### HEADER #####################################################################
##' @title Choose clusters and select determinant species
##'
##' @name PRE_FATE.speciesClustering_step2
##'
##' @author Maya Guéguen
##'
##' @description This script is designed to obtain functional groups by : 1)
##' selecting the number of clusters to be kept from an object obtained with
##' the \code{\link{PRE_FATE.speciesClustering_step1}} function ; 2) refining
##' these groups by identifying determinant species in each of them.
##'
##' @param clust.dendrograms a dendrogram, or a \code{list} of dendrograms (one
##' for each \code{GROUP} value). \cr Such an object can be obtained
##' with the \code{\link{PRE_FATE.speciesClustering_step1}} function.

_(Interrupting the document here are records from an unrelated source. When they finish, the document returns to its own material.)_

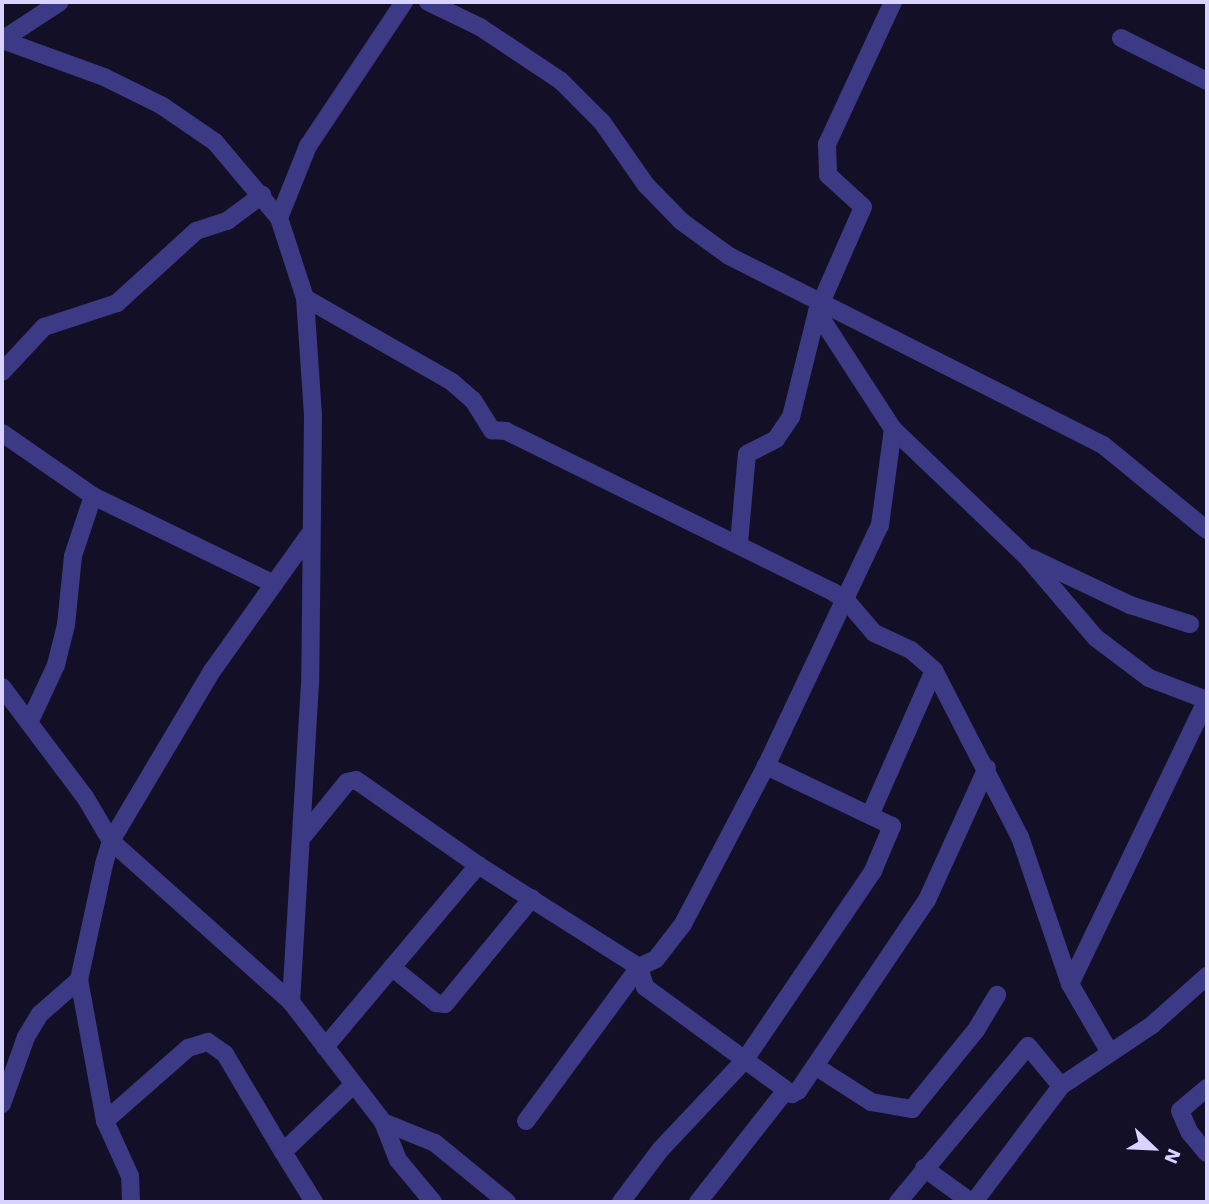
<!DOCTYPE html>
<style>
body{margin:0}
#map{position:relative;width:1209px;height:1204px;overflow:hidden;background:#130f26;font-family:"Work Sans",sans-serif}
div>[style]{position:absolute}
.minor>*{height:18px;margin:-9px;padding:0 9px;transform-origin:9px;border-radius:9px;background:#3d3a85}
span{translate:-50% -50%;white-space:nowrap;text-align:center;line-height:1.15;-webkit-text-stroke:7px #130f26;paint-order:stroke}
.frame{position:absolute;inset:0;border:4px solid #d9d4ff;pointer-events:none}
.north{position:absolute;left:1118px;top:1113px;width:70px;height:70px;-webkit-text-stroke:5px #130f26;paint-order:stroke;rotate:113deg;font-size:19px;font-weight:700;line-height:28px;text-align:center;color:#d9d4ff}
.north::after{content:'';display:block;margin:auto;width:24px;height:32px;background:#d9d4ff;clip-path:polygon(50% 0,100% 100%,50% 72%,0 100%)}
</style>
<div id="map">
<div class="minor">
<i style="left:428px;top:2px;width:58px;rotate:25.7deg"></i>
<i style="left:480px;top:27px;width:97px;rotate:33.7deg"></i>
<i style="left:561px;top:81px;width:58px;rotate:45deg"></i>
<i style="left:602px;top:122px;width:77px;rotate:55.1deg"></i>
<i style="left:646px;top:185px;width:50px;rotate:45.8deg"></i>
<i style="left:681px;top:221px;width:59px;rotate:36.1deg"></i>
<i style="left:729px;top:256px;width:419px;rotate:26.8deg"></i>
<i style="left:1103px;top:445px;width:134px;rotate:39.3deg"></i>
<i style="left:893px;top:2px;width:157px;rotate:114.9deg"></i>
<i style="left:827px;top:144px;width:31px;rotate:88deg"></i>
<i style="left:828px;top:175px;width:47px;rotate:42.4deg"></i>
<i style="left:863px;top:207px;width:115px;rotate:113.7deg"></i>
<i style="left:817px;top:312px;width:140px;rotate:57deg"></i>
<i style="left:893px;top:429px;width:182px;rotate:43.7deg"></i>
<i style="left:1025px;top:555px;width:109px;rotate:49.5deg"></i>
<i style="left:1096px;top:638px;width:66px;rotate:37deg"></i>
<i style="left:1149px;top:678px;width:62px;rotate:20.8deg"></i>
<i style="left:1121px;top:38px;width:96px;rotate:26.6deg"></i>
<i style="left:2px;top:40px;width:109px;rotate:19.9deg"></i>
<i style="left:104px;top:77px;width:64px;rotate:26.2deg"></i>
<i style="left:161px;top:105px;width:65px;rotate:34.4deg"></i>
<i style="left:215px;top:142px;width:99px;rotate:49.9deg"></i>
<i style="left:279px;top:218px;width:84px;rotate:72deg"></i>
<i style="left:305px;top:298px;width:118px;rotate:86.1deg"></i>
<i style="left:313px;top:416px;width:267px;rotate:90.6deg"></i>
<i style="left:310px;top:683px;width:320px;rotate:93.4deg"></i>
<i style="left:2px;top:40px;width:69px;rotate:-33.2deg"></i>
<i style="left:279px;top:218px;width:78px;rotate:-68.1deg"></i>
<i style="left:308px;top:146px;width:173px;rotate:-56.3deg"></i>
<i style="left:305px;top:298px;width:169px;rotate:29.7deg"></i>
<i style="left:452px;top:382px;width:28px;rotate:41deg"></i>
<i style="left:473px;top:400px;width:36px;rotate:58deg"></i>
<i style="left:492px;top:430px;width:14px;rotate:4deg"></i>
<i style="left:506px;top:431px;width:364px;rotate:26.2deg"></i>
<i style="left:833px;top:592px;width:15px;rotate:32deg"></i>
<i style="left:846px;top:600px;width:43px;rotate:49.7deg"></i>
<i style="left:874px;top:633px;width:41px;rotate:24.7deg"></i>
<i style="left:911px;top:650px;width:30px;rotate:41deg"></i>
<i style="left:934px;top:670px;width:188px;rotate:62.8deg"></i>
<i style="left:1020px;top:837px;width:155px;rotate:71.2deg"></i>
<i style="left:1070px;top:984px;width:78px;rotate:59.8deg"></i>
<i style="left:2px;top:372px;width:62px;rotate:-47deg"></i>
<i style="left:44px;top:327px;width:77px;rotate:-18.2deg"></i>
<i style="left:117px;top:303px;width:107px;rotate:-42.3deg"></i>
<i style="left:196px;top:231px;width:33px;rotate:-18deg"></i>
<i style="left:227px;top:221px;width:44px;rotate:-36.6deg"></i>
<i style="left:2px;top:433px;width:111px;rotate:34.7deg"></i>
<i style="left:93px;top:496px;width:201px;rotate:25.9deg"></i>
<i style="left:739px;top:543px;width:89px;rotate:-84.9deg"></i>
<i style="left:747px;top:454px;width:33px;rotate:-27deg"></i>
<i style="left:776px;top:439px;width:27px;rotate:-56deg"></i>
<i style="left:791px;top:417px;width:108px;rotate:-76.1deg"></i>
<i style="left:1031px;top:558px;width:110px;rotate:25.4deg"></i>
<i style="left:1130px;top:605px;width:63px;rotate:17.6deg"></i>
<i style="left:2px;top:687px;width:138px;rotate:53deg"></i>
<i style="left:85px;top:797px;width:51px;rotate:59.4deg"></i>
<i style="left:111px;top:841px;width:241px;rotate:41.8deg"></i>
<i style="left:291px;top:1002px;width:151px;rotate:52.5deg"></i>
<i style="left:383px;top:1122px;width:41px;rotate:68.5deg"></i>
<i style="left:398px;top:1160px;width:55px;rotate:50.2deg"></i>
<i style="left:29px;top:723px;width:64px;rotate:-65deg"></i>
<i style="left:56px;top:665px;width:41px;rotate:-76deg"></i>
<i style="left:66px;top:625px;width:69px;rotate:-84.2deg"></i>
<i style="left:73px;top:556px;width:63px;rotate:-71.6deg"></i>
<i style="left:871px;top:813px;width:156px;rotate:-66.2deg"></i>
<i style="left:304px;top:835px;width:68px;rotate:-50.9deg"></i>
<i style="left:347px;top:782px;width:9px;rotate:-13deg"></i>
<i style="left:356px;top:780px;width:149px;rotate:34.9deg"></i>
<i style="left:478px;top:865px;width:191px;rotate:32.4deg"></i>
<i style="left:639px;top:967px;width:21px;rotate:73deg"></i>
<i style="left:645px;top:987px;width:182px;rotate:36.1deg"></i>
<i style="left:792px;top:1094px;width:7px;rotate:-27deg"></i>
<i style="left:798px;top:1091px;width:230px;rotate:-56deg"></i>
<i style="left:927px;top:900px;width:145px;rotate:-65.6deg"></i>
<i style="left:394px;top:969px;width:54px;rotate:39deg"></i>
<i style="left:436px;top:1003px;width:9px;rotate:6deg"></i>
<i style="left:445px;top:1004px;width:137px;rotate:-50.6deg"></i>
<i style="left:1070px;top:984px;width:316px;rotate:-64.3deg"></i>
<i style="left:325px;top:1047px;width:238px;rotate:-49.9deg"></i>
<i style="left:815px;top:1066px;width:67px;rotate:32.7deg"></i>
<i style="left:871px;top:1102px;width:42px;rotate:9.7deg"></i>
<i style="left:912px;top:1109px;width:102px;rotate:-51deg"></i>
<i style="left:976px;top:1030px;width:41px;rotate:-59deg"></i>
<i style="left:1207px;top:1088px;width:35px;rotate:140deg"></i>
<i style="left:1180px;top:1111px;width:24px;rotate:66deg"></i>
<i style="left:1190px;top:1133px;width:26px;rotate:50deg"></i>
<i style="left:2px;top:1104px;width:71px;rotate:-70.3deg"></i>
<i style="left:26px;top:1037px;width:27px;rotate:-59deg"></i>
<i style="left:40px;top:1014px;width:52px;rotate:-41.1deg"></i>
<i style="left:105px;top:1121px;width:111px;rotate:-41.3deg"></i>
<i style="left:188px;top:1048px;width:21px;rotate:-17deg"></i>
<i style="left:208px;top:1042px;width:21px;rotate:35deg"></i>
<i style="left:225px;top:1054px;width:114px;rotate:59.4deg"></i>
<i style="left:526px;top:1121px;width:191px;rotate:-53.7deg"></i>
<i style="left:639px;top:967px;width:19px;rotate:-25deg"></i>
<i style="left:656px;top:959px;width:44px;rotate:-52.4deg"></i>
<i style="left:683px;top:924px;width:178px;rotate:-62.3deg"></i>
<i style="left:766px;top:766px;width:267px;rotate:-64.7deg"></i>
<i style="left:880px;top:525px;width:97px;rotate:-82.3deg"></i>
<i style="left:383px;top:1122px;width:56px;rotate:22deg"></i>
<i style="left:435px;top:1143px;width:93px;rotate:39.3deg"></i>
<i style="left:924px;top:1168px;width:58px;rotate:35.9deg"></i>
<i style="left:131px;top:1202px;width:26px;rotate:-92deg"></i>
<i style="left:130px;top:1176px;width:60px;rotate:-114.4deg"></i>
<i style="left:105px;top:1121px;width:143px;rotate:-100.4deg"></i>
<i style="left:79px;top:980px;width:119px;rotate:-77.8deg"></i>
<i style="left:104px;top:864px;width:24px;rotate:-73deg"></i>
<i style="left:111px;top:841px;width:198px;rotate:-59.3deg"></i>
<i style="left:212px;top:671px;width:167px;rotate:-54.5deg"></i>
<i style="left:314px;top:1202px;width:59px;rotate:-121.8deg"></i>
<i style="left:283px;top:1152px;width:97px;rotate:-43.7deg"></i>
<i style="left:621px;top:1202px;width:66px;rotate:-53deg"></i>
<i style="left:661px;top:1149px;width:121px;rotate:-46.7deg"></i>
<i style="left:744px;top:1061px;width:230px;rotate:-55.8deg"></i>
<i style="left:873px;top:871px;width:49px;rotate:-67.1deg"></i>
<i style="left:892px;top:826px;width:140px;rotate:-154.5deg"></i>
<i style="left:698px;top:1202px;width:142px;rotate:-51.8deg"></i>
<i style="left:898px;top:1202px;width:203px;rotate:-50.2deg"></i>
<i style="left:1028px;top:1046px;width:52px;rotate:50.5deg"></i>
<i style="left:974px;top:1202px;width:145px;rotate:-53.1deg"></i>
<i style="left:1061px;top:1086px;width:110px;rotate:-33.8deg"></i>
<i style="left:1152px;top:1025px;width:74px;rotate:-41.7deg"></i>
</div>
<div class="frame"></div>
<div class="north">N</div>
</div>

##' @param no.clusters an \code{integer}, or a \code{vector} of \code{integer}
##' (one for each \code{GROUP} value), with the number of clusters to be kept
##' @param mat.species.DIST a \code{dist} object, or a \code{list} of
##' \code{dist} objects (one for each \code{GROUP} value), corresponding to the
##' distance between each pair of species. \cr Such an object can be obtained
##' with the \code{\link{PRE_FATE.speciesDistance}} function.
##'
##'
##' @details
##'
##' This function allows to obtain a classification of \strong{dominant}
##' species into Plant Functional Groups (PFG), and the \strong{determinant}
##' species based on these PFG. \cr \cr
##'
##' \strong{What is the difference between \code{dominant} and
##' \code{determinant} species ?}
##'
##' \itemize{
##' \item{\strong{Dominant} species are species representative of an
##' environment or a studied area, in terms of number of releves or
##' abundance values. They can be found with the
##' \code{\link{PRE_FATE.selectDominant}} function of this package. These
##' dominant species are used to build PFG with the
##' \code{\link{PRE_FATE.speciesClustering_step1}} function.
##' }
##' \item{Once PFG are built, \strong{determinant} species are defined as
##' refined subsets of dominant species within each PFG. \cr The process is
##' detailed below :
##' \itemize{
##' \item each dominant species is assigned to a PFG
##' \item within each PFG :
##' \itemize{
##' \item for each species, compute its mean distance to the other
##' species within the PFG (\code{sp.mean.dist})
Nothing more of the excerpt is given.